Landon Cider drag king

US reality drag competition The Boulet Brothers’ Dragula will be the first in America to feature a drag king.

The show is currently available on Amazon Prime video, and when its third season is released this month (August 27) one of the contestants will be drag king Landon Cider.

Drag kings are performance artists like drag queens, except they generally present masculine gender stereotypes in their shows instead of feminine ones.

Dragula is the “search for the world’s next drag supermonster,” and features spookier and more macabre drag artists than shows like RuPaul’s Drag Race.

Cider told The Advocate: “I am a proud cis woman, lesbian and drag king. AFAB [assigned female at birth] drag performers share the same length of history with queens, fill our communities with incredible artistry, and I am honoured to be just one in an infinite sea of talent.”

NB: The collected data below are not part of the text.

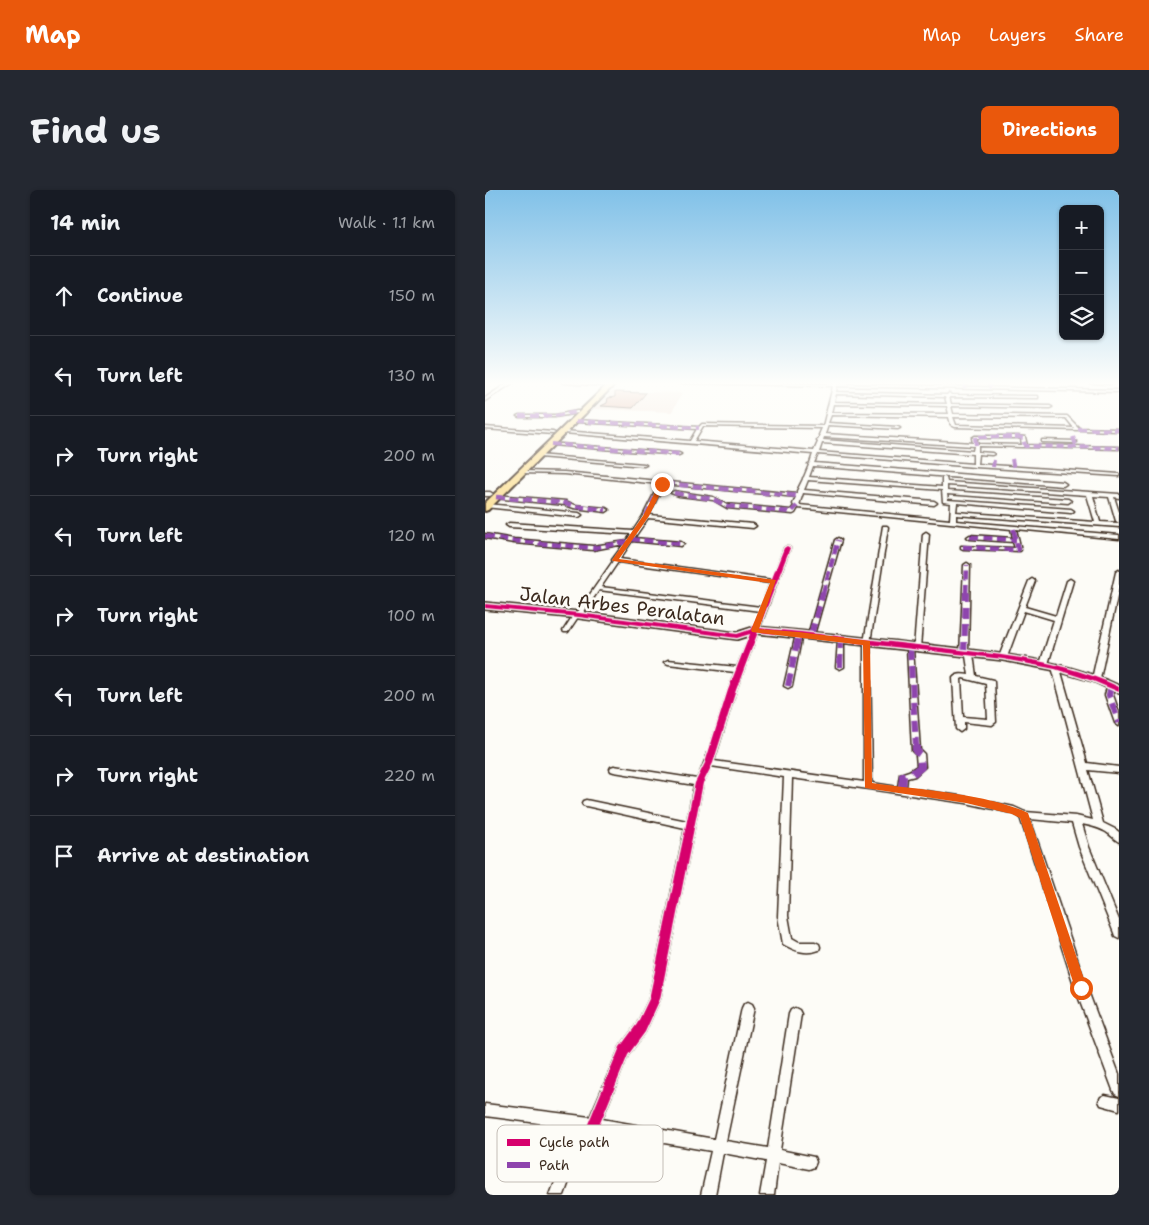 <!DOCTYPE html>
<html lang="en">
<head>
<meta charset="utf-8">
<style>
	body { margin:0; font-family:"Shantell Sans",sans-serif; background:#242831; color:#f1f3f6 }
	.controls { position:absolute; right:15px; top:15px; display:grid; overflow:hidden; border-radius:8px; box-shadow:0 1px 4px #0004 }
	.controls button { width:45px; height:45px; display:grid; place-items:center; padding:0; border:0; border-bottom:1px solid #363941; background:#171b24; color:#f1f3f6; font:25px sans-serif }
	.stop { position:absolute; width:15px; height:15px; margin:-11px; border:4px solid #ea580c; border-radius:50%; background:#fff }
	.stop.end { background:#ea580c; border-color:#fff; box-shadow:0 1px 5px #0008 }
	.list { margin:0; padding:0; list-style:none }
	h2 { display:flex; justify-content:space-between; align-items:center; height:65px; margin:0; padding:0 20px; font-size:21px }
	h2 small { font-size:16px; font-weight:400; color:#9ea1a6 }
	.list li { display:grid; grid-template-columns:32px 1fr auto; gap:15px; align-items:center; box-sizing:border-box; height:80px; padding:0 20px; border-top:1px solid #363941 }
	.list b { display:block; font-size:19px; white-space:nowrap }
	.list em { font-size:16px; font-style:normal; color:#9ea1a6 }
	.icon { flex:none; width:28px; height:28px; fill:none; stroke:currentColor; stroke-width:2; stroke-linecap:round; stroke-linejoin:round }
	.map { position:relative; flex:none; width:634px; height:1005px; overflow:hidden; border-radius:8px }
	header { display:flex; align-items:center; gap:30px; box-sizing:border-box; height:70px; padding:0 25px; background:#ea580c; color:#fff }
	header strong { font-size:24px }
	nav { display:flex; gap:28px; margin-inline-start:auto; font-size:18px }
	.intro { display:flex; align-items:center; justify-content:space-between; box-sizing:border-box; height:120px; padding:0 30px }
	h1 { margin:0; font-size:35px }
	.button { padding:12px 22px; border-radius:8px; background:#ea580c; color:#fff; font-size:18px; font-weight:700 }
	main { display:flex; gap:30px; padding:0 30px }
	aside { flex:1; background:#171b24; border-radius:8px; box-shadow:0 1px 4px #0004 }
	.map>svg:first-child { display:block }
	.built { fill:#f2e1d8 }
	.building { fill:#d9a38f; stroke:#3b2a1e }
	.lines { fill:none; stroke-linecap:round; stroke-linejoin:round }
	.street-casing { stroke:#3b2a1e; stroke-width:3 }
	.secondary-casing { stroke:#3b2a1e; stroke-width:4 }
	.highway-casing { stroke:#3b2a1e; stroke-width:4 }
	.street { fill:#fdfcf7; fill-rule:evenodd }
	.secondary { fill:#fdfcf7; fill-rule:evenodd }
	.highway { fill:#fbdf96; fill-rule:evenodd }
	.quiet-far3 { stroke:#8e44ad; stroke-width:4; stroke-dasharray:8 4; stroke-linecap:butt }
	.quiet-far2 { stroke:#8e44ad; stroke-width:4.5; stroke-dasharray:9 4.5; stroke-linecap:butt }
	.quiet-far1 { stroke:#8e44ad; stroke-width:6; stroke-dasharray:12 6; stroke-linecap:butt }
	.quiet { stroke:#8e44ad; stroke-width:8; stroke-dasharray:16 8; stroke-linecap:butt }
	.cycleway-casing { stroke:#fdfcf7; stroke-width:3 }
	.cycleway { fill:#d6006c; fill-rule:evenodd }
	.route { fill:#ea580c }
	.labels { text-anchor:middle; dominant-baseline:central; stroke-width:5; stroke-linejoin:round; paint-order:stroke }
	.street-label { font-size:19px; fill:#3b2a1e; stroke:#fdfcf7 }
	.key { fill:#fdfcf7; stroke:#c3bdb6; stroke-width:1 }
	.key-label { font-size:14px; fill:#3b2a1e }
</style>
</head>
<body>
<header>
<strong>Map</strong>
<nav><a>Map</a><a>Layers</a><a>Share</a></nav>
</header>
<div class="intro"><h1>Find us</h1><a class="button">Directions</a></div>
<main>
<aside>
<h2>14 min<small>Walk · 1.1 km</small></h2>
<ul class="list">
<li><svg class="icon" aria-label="ahead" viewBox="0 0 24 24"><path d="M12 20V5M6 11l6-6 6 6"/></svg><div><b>Continue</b></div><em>150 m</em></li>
<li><svg class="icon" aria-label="left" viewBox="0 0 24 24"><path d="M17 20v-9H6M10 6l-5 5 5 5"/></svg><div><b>Turn left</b></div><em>130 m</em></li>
<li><svg class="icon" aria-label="right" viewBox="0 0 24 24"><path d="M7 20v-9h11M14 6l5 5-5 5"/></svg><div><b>Turn right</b></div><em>200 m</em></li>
<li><svg class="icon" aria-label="left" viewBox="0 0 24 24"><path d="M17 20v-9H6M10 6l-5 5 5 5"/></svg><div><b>Turn left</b></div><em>120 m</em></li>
<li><svg class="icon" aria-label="right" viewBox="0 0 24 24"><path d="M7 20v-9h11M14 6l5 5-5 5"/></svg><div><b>Turn right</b></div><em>100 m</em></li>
<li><svg class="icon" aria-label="left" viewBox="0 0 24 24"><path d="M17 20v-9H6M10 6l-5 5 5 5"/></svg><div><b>Turn left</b></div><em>200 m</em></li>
<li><svg class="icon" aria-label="right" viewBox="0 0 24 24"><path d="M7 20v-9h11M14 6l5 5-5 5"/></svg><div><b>Turn right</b></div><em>220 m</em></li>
<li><svg class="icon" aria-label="arrive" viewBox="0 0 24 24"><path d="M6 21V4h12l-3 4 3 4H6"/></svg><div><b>Arrive at destination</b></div></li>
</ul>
</aside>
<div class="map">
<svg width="634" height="1005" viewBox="0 0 634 1005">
	<rect width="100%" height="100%" fill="#fdfcf7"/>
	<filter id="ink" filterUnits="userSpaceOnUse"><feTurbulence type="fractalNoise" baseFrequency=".02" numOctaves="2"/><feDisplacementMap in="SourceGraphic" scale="10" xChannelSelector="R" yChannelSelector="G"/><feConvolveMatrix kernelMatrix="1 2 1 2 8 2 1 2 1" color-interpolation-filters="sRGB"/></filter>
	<g filter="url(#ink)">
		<path class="built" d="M127,201l70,2 -10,19 -78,-3z"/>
		<path class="building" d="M130,202l31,1 -13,15 -32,-2 6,-3 1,-5 7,-1z"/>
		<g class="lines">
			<defs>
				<path id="street" d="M24,192h5l-29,19v-3z
					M76,192l45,2 2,1 -2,1 -43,-3z
					M192,192l157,2 2,-2 2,2 281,6v2l-282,-6 -1,6 111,3 2,-2 2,2 86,1h1v2l-89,-1 2,7 99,2 2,1 -2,1 -99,-2 2,8 114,2 12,12 40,1v2l-164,-4 -4,-2 -2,-8 -118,-2 -3,8 70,4 2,1 -2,1 -70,-4 -3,9 148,9 -1,-5 3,-2h43l7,1 2,8 92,2v2l-141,-3v6l14,1 2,1 -2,1 -14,-1 -1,10 142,10v2l-144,-9 -157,-13 -4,9 249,19 3,2 -3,2 -250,-20 -4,11 133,10v-9l2,-1 2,1 1,4 172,12v4l-5,-1 5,15v11l-3,-2 -7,-24 -16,-1 7,26 19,1v4l-163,-12v6l163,14v4l-103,-10 5,21 -1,1 -57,-2 -2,-1v-2l54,2 -2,-6 -43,-3 -3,-2 3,-2 43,3 -2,-9 -213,-21 -3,5 -2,1 -66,-6 -14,-8 -34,-4 -8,-3 3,-2 39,6 14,7 64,6 3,-4 -1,-2 3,-7 -132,-13 -15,31 104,9 3,2 -3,2 -105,-10 -14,20 47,4 3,2 -3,2 -49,-5 -12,18 152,21 12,-32 3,-2 3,2 -54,142 -22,71 150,21v-139l19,-117h4l1,1 -18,116 2,140 26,4 2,-13 9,-3 8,-5 -1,-11 -4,-4 -5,-103 3,-2 3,2 7,102 4,4 1,13 -10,9 -8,2 -1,10 60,9 48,10 11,5 51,4 17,4 -41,-153 4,-2h3l28,98 32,4v6l-31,-3 15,53 12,6 4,3v10c-4,-2 -6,-5 -10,-8 -7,-6 -18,-8 -27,-10l7,23 30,73v18l-4,-2 -1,-3 -35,-86 -7,-24 -42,-4 57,169 32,86v22l-4,-2 -2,-4 -38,-102 -55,-171 -8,-4 -46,-10 -174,-25 -4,138 4,22 7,4h16l4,2 1,3 -1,3c-13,5 -24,1 -36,-6l-5,-28 6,-139 -73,-11 -8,17 -43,216 -15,33 -17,23 -26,64 112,20 28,-131 2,-4 4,-2 4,2 2,4 -28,133 42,7 21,-134 2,-4 4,-2 4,2 2,4 -21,136 34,7 2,5 -2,5 -5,2 -31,-6 -4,32h-14l6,-34 -43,-8 -8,42h-14l10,-44 -123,-21 -24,65h-14l26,-67 -91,-12v-12l105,13 30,-70 17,-23 12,-25 36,-171 -99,-22 -3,-1 -1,-2 1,-2 3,-1 101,21 7,-36 -80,-13 -3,-1 -1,-2 1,-2 3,-1 83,13c17,-34 24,-72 38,-107l-67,-8 -4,-2 4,-2 69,7 23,-56 -161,-21 -18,26 -3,1 -10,15h-4l-1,-1 11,-17 3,-1 36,-52 -1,-1 12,-16 -31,6 -79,-7 -29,-5v-4l29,5 79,7 34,-5 4,-7 -122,-7 -3,-2 3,-2 124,8 10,-15 16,-32 -95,-10 -44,-1v-1l2,-1 42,1 233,22v-3l6,-12v-1l1,-1 5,-12 -1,-1 2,-1 3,-9 -249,-21 -2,-1 2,-1 126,10 7,-12 -121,-7 -2,-1 2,-1 123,7 3,-3 121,2 10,-40 -154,-3zM351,204l109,3 2,7 -113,-2zM348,214l114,2 2,8 -118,-1zM468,227l113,1 8,10 -118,-3zM218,236l119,2 -3,7 1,1 -3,5 1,1 -4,9 -120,-10zM339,247l150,9 -1,5 -150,-11zM491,248h42l3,1 1,6 -44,-1zM337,253l151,11v10l-154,-12zM323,290l134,10 1,12 8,1 -1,17 -151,-15 4,-12 131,12 3,-2 -3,-2 -130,-11zM462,295l140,10 8,27 -139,-10 1,-9 114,10 3,-2 -3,-2 -123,-9 -1,-6 121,9 3,-2 -3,-2 -121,-8zM133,372l152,21 -9,24 -160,-20z
					M602,192h23l2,1 -2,1 -21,-1z
					M92,221h1v2l-23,4h-36l-2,-1 2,-1h36z
					M0,237l68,5 2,1 -2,1 -68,-5z
					M557,250l33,1 2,1 -2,1 -31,-1h-2z
					M64,253l130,10 2,1 -2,1 -128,-10 -2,-1z
					M52,265l107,9 2,1 -2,1 -105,-9h-2z
					M0,302h5l3,2 -3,2h-5z
					M11,305l70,6 9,4 31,3 3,2 -3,2 -32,-4 -9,-3 -71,-7v-2z
					M2,314l92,9 3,2 -3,2 -94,-10v-2z
					M441,342l3,2 -9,114 -3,2 -3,-2 9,-114z
					M353,348l3,2 -27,95 -3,2 -2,-1 -1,-1 27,-95z
					M482,373l3,2 -2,87h3l2,2 3,22 17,4 1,2 2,40 -4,3 -28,-3v7l-4,3 -4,-3 -3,-51c4,-5 10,-4 16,-3l-3,-19h-4l-2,-2 4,-89zM478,488l23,6 2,35 -25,-2 -2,-38z
					M634,380v17l-19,92 -4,2 -4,-2 24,-107z
					M547,389l3,2 -10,26 31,9 11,-35 3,-2 3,2 -25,83 -4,2 -4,-2 14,-44 -30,-9 -17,46 -4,2 -4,-2 30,-76z
					M314,442l3,2 -10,52 -4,2 -4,-2 12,-52z
					M356,448l3,2v27l-4,2 -4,-2 2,-27z
					M623,494h3l4,2 -2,9 6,17v14l-4,-3 -10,-28z
					M620,905l14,3v12l-18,-5 -2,-4 2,-4z"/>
				<path id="secondary" d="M0,413l94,9 157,21 19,-6c57,5 114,12 171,18 65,8 133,13 193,41v7l-26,-12 -38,-11 -52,-10 -247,-27 -19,6 -158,-21 -94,-9z"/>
				<path id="highway" d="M125,192h7l-129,128 -3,1v-8z"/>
			</defs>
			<use href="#street" class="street-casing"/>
			<use href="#secondary" class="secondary-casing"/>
			<use href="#highway" class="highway-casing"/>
			<use href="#street" class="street"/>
			<use href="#secondary" class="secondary"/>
			<use href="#highway" class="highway"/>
			<path class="quiet-far3" d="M478,192l2,6
				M503,192l3,6
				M34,226h36l22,-4
				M91,231l123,7
				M593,239l41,1
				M588,247l4,11
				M66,254l128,10
				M491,255l-1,-8h43l5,1 2,8 94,2
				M527,269l2,10
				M508,277l1,-7"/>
			<path class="quiet-far2" d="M189,303l39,6 14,7 64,6 6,-6
				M11,307l70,6 8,3 32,4
				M161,326l16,-33 137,13
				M0,346l29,5 79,7 35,-6
				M485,347l46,3
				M145,349l51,5
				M478,357l55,3 -5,-23
				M338,403l15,-53
				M481,403l1,-28"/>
			<path class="quiet-far1" d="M326,445l12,-43
				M425,458l6,98
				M479,464l2,-62
				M355,477l1,-27
				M303,496l11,-52
				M626,496l-2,9 10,28"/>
			<path class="quiet" d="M417,600l1,-14 9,-2 9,-7 -1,-13 -4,-3v-6"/>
			<defs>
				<path id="cycleway" d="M302,356l3,2 -31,80c56,5 112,12 167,18 65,8 133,12 193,41v5l-26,-11 -38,-12 -52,-10 -245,-27 -22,58 -23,73 -10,20 -43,216 -15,33 -17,23 -30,73 -4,2 -4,-2 -2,-4 32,-77 17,-23 12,-25 46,-216 10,-20 23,-73 22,-56 -13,4 -158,-21 -94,-9v-4l94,9 158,21 15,-5 32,-81z"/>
			</defs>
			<use href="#cycleway" class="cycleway-casing"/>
			<use href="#cycleway" class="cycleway"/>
		</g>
	</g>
	<linearGradient id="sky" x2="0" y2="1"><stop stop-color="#81c1e8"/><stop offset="0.58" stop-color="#fefefb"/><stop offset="1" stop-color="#fefefb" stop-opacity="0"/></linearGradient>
	<rect width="634" height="333" fill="url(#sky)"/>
	<path class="route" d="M177,292l3,2 -16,32 -30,43 157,21 -17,49 40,3 71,9 2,142c48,7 112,10 156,30l59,175 -2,4 -4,2 -5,-2 -1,-4 -55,-170 -8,-4 -46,-11 -101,-15 -2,-143 -111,-13 -1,-2 19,-47 -157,-22 -1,-1 31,-44 16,-32z"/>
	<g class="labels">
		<g class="street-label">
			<text transform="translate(137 416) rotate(7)">Jalan Arbes Peralatan</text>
		</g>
	</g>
	<rect x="12" y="935" width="166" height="57" rx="8" class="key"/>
	<rect x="22" y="949" width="23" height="7" fill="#d6006c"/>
	<rect x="22" y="972" width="23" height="6" fill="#8e44ad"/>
	<g class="key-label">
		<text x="54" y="957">Cycle path</text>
		<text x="54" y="980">Path</text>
	</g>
</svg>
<div class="controls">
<button>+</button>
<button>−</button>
<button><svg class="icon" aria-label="layers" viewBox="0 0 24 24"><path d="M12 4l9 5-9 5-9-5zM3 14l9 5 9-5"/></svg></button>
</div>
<div class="stop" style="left:596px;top:798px"></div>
<div class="stop end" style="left:177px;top:294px"></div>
</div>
</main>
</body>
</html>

Hollow Eve, another contestant who will be featured on Dragula season three, was also assigned female at birth but describes themselves as a “post binary drag socialist.”

Cider added: “Hollow and I are shattering glass ceilings. So grab a shard, AFABs, cause we’re all coming for blood!”

Landon Cider drag king

The Boulet Brothers’ Dragula is the “search for the world’s next drag supermonster.” (landoncider/ Instagram)

RuPaul’s Drag Race has come under fire for lack of diversity

RuPaul’s Drag Race has been criticised for the lack of diversity in its contestants, and when asked in 2018 whether a trans person who had transitioned should be allowed to compete on the show, RuPaul said: “Probably not.

“You can identify as a woman and say you’re transitioning, but it changes once you start changing your body. It takes on a different thing; it changes the whole concept of what we’re doing.”

He later compared it to doping, saying: “You can take performance enhancing drugs and still be an athlete, just not in the Olympics.”

Transgender, Afro-Latinx drag king Chiyo Gomes previously told PinkNews they thought RuPaul’s Drag Race was “misogynistic.”

They said: “You will never see an AFAB queen on Drag Race, or a drag king that is AFAB, because Drag Race and a lot of gay men are misogynistic as f**k,” they said.